### Materials provided
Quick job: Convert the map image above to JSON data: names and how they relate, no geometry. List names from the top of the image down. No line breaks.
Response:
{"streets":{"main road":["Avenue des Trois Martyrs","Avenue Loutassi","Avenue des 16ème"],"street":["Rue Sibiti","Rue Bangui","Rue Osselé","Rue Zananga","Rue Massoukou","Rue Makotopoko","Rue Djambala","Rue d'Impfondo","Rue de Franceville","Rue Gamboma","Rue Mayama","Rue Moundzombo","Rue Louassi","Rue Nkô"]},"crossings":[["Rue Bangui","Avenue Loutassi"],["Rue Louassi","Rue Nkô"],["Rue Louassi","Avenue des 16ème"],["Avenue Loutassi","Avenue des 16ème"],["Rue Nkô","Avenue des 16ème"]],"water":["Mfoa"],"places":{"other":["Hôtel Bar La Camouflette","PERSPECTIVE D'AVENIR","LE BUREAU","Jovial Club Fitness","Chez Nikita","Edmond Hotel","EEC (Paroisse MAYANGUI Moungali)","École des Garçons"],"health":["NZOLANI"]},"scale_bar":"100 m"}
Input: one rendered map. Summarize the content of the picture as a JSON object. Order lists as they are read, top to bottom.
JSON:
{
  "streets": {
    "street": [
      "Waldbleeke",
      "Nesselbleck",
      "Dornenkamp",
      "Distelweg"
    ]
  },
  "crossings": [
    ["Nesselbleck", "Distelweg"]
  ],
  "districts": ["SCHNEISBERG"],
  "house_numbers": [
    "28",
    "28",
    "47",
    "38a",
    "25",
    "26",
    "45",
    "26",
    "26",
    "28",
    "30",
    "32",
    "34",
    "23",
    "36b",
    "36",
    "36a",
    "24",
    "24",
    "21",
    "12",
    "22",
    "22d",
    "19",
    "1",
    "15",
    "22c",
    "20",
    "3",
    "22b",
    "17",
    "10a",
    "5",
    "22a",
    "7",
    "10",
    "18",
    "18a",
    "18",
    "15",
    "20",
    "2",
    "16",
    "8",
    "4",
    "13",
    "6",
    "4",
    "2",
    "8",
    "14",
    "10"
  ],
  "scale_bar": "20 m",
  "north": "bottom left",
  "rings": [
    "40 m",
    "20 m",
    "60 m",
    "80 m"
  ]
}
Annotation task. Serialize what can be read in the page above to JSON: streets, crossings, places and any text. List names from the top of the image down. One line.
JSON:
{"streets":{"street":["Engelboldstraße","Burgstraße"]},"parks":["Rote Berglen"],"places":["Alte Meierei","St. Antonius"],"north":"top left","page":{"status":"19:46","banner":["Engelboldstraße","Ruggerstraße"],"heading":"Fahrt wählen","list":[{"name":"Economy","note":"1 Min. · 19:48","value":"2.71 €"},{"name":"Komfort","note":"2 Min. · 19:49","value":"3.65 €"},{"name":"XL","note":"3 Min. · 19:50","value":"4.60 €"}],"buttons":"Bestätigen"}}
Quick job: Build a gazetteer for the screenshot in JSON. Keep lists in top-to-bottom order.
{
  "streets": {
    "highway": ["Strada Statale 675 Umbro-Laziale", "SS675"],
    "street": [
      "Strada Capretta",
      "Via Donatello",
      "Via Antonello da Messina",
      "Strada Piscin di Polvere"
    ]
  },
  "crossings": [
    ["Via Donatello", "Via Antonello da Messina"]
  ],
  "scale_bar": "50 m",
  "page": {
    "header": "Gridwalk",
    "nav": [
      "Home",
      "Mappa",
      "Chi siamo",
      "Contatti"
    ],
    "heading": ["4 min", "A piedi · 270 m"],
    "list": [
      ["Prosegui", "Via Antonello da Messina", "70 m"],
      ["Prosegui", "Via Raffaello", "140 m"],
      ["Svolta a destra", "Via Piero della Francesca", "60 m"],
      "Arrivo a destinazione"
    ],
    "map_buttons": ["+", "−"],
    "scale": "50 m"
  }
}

### Requirement
Only the number should be given: the count of lines above that hold the word "they".

### Exercise result
2